A coloboma describes conditions where normal tissue in or around the eye is missing at birth.
Coloboma comes from the Greek word that means "curtailed." The eye develops quickly during a fetus' first three months of growth. A gap, known as the choroidal fissure, appears at the bottom of the stalks that eventually forms the eye. This fissure generally closes by the seventh week of pregnancy. If it does not close, a coloboma or space forms.
A coloboma can affect one or both eyes. If both eyes are involved, it can affect them the same way or differently. There are different types of coloboma, depending on the part of the eye affected:
- Eyelid coloboma. A piece of the upper or lower eyelid is missing.
- Lens coloboma. A piece of the lens is missing.
- Macular coloboma. In this coloboma, the macula fails to develop normally.
- Optic nerve coloboma. In this coloboma, the optic nerve is hollowed out, reducing vision.
- Uveal coloboma. The uvea is the middle layer of the eye. This coloboma can affect the iris, the colored part of the eye, giving it a distinct keyhole or cat-eye appearance.
- Chorio-retinal coloboma. In this coloboma, part of the retina is missing.
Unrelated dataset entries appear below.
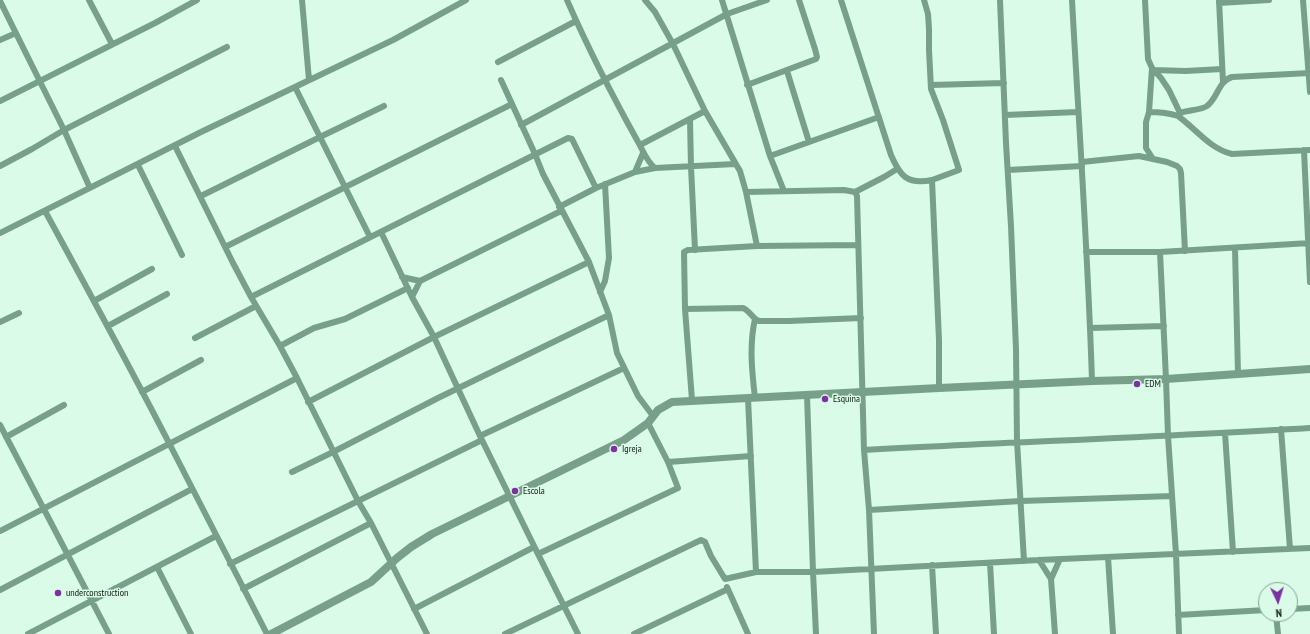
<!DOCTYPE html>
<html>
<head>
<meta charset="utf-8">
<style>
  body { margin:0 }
  #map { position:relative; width:1310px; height:634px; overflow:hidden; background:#d9fbe7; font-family:"PT Sans Narrow",sans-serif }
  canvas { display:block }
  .north { position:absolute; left:1258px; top:582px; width:40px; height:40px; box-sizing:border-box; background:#d9fbe7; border:1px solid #89a293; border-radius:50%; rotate:176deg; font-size:11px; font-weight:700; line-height:16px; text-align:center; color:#101c15 }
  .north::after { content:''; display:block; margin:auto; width:14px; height:18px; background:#7c30a1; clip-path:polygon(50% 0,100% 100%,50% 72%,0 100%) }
</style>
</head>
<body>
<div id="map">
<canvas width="1310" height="634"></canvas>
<div class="north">N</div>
</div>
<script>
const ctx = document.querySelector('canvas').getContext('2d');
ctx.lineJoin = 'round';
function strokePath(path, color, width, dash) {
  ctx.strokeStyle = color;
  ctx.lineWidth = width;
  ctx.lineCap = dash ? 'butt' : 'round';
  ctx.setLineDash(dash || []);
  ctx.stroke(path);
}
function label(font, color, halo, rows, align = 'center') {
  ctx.font = font + ' "PT Sans Narrow",sans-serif';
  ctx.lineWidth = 3;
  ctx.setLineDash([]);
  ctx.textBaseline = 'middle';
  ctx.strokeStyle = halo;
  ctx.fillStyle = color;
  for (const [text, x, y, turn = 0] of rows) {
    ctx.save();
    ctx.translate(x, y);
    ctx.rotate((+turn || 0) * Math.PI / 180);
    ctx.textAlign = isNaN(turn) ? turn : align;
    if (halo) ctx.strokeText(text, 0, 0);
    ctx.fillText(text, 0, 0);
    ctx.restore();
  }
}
strokePath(new Path2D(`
  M89,0L112,44
  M302,0L309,80
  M567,0C588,48 612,95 637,140C643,150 646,161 655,168
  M645,0L655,12L673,44L705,111L740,171L746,192L757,246
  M722,0L770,156L784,191
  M841,0L891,155C900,176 907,185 932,180
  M924,0L928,14L929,29V50L931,89L943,120L959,170L932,180L939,340V388
  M1000,0L1006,143L1011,226L1016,349L1017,441L1024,561
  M1072,0C1079,127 1088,254 1092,381
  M1145,0L1148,59L1152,68L1161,78L1169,90L1180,113L1178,116
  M1219,0L1223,82
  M1303,0L1310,92
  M0,1L64,130L90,188
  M1219,3L1269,0
  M0,40L16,33
  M498,62L576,21
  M1153,70L1186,71L1222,69
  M787,71L809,142
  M501,80L535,154L543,174L589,262L609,315L617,353L638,396L653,416
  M747,85L816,59L817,57L815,49L799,0
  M931,85L1004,83
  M295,87L370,237
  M0,101L155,23L197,0
  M1149,112L1152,68
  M1180,113C1188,110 1202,110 1207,106C1218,98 1218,81 1232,77L1310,73
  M1005,115L1078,112
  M690,120L691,167L695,250
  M521,125L727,14L767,0
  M640,145L705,111
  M175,146L233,263L251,297L280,346L297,378L358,501L371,523L427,634
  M1304,150L1310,282
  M770,156L879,117
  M1153,159L1146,148V122L1149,112C1159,112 1169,113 1178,116C1196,129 1210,149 1232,154L1310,150
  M1082,162L1139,156L1167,162L1177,166L1180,169L1181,173L1185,251
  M138,165L182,255
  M0,166L32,149L64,130L227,47
  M1008,170L1082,166
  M635,172L643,153
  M746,192L844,190L855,192L857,196L864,450L869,510L874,634
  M855,192L884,177L897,169
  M201,196L320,137L384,106
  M559,207L596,188L635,172L655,168L735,164
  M45,211C87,288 129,365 169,443C202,507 234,571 267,634
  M381,232L412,297L434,337L480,436L538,554L578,634
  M0,233L201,132L393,40L466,0
  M225,247L512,104
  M1235,248L1238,374
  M1086,252H1160L1310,243
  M1160,252L1166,379L1168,436L1176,554L1179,634
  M402,277L420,281
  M600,292L605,281L609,258L605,184
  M251,297L568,138L572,139L596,188
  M412,297L420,281L561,211
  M94,301L152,269
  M685,309L743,308C750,311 752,318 759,321H789L861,318
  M0,322L19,313
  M108,326L167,294
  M1090,328L1164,326
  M195,338L256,306
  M280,346L314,328L345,319L408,288
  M142,392L201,360
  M807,395L813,572L816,634
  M748,398L756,572
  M755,398C752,372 749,345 755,319
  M692,400L685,309L684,252L688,250L757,246L858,245
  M308,402L434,337L589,262
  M0,425L109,634
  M1281,429L1290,549
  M1225,433L1233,552
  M480,436L624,368
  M6,437L64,405
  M864,450C1013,442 1161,437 1310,428
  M668,462L751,456
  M292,472L333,452L438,398L609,315
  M869,510L1021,501L1172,496
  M0,531L297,378
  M538,554L678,488L668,462L648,423
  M1108,557L1113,634
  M1039,560L1051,579
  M990,563L994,634
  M230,564L482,440
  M932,565L936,634
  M157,567L191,634
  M727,587L748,634
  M243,589L371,523
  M0,590L192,489
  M414,609L534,547
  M1290,609L1310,608
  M1276,614L1278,634
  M1178,615L1266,610
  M28,634L216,536
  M505,634L701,540L705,542L711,556L725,579L756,572H813L1039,560L1310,548
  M634,634L728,589
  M1055,634L1051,579L1060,559`), '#789f89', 6);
strokePath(new Path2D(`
  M271,634L371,582L397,558L411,547L432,534L624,440L648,423L658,410L672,402L939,388L1092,381L1166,379L1310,369`), '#789f89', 8);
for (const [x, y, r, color] of [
  [1137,384,4,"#7c30a1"],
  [825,399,4,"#7c30a1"],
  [614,449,4,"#7c30a1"],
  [515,491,4,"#7c30a1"],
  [58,593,4,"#7c30a1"]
]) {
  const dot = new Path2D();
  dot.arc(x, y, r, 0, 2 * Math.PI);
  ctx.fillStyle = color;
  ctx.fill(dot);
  strokePath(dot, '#d9fbe7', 1.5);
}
label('10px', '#101c15', '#d9fbe7', [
  ["EDM",1145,384],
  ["Esquina",833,399],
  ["Igreja",622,449],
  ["Escola",523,491],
  ["underconstruction",66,593]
], 'left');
</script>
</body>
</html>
The symptoms of a coloboma depend on where it occurs. A coloboma of the iris will be visibly noticeable due to the keyhole or cat-eye appearance of the pupil. An eyelid coloboma will also be noticeable due to a notch or defect in the eyelid. People with a coloboma affecting the front of the eye may have problems with vision and should be evaluated in infancy.
Other types of coloboma can also cause vision loss, depending on their size and location. A child with a coloboma affecting the macula or the optic nerve will likely have reduced vision. Children who are missing a part of their retina will have a “field defect,” which means that they will not have vision in a specific location (for instance, the upper part of the field of vision). Vision impairment caused by a coloboma may not be noticeable at birth.
Sometimes children with a coloboma have increased sensitivity to light.
Who Is at Risk for a Coloboma?
A coloboma is believed to be genetic and can be passed along in families.
Sometimes a coloboma is part of a genetic syndrome. For instance, cat eye syndrome, a rare disorder named after the distinctive shape of an iris coloboma, is caused by a specific genetic mutation and occurs along with other physical abnormalities.
However, not all babies born with a coloboma have a family history of this condition or a particular syndrome, suggesting that the disorder can appear by chance.
A coloboma is diagnosed by a thorough eye exam by an ophthalmologist.
The ophthalmologist will use an ophthalmoscope to examine the inside of a baby’s eyes. When a child is old enough to express themselves, other tests, such as a visual acuity test, can be conducted to assess how vision may be affected.
There is no cure for a coloboma, and treatment varies depending on the type. People with an iris coloboma may wear colored contact lenses to make the iris appear round. Surgery can also correct the appearance of the iris. There are also a number of procedures to repair colobomas of the eyelid.
For other types of coloboma, helping people adjust to their vision problems, including using low vision devices as needed, is important. Also, your ophthalmologist will help to manage other problems that occur with coloboma, such as cataracts or growth of new blood vessels in the back of the eye as the patient ages.
Your ophthalmologist may recommend certain treatments if your child has a coloboma in only one eye. To make sure that amblyopia (lazy eye) does not develop, the ophthalmologist may want to patch or use special eye drops or glasses in the unaffected eye. Sometimes this treatment can improve vision in eyes even with severe colobomas.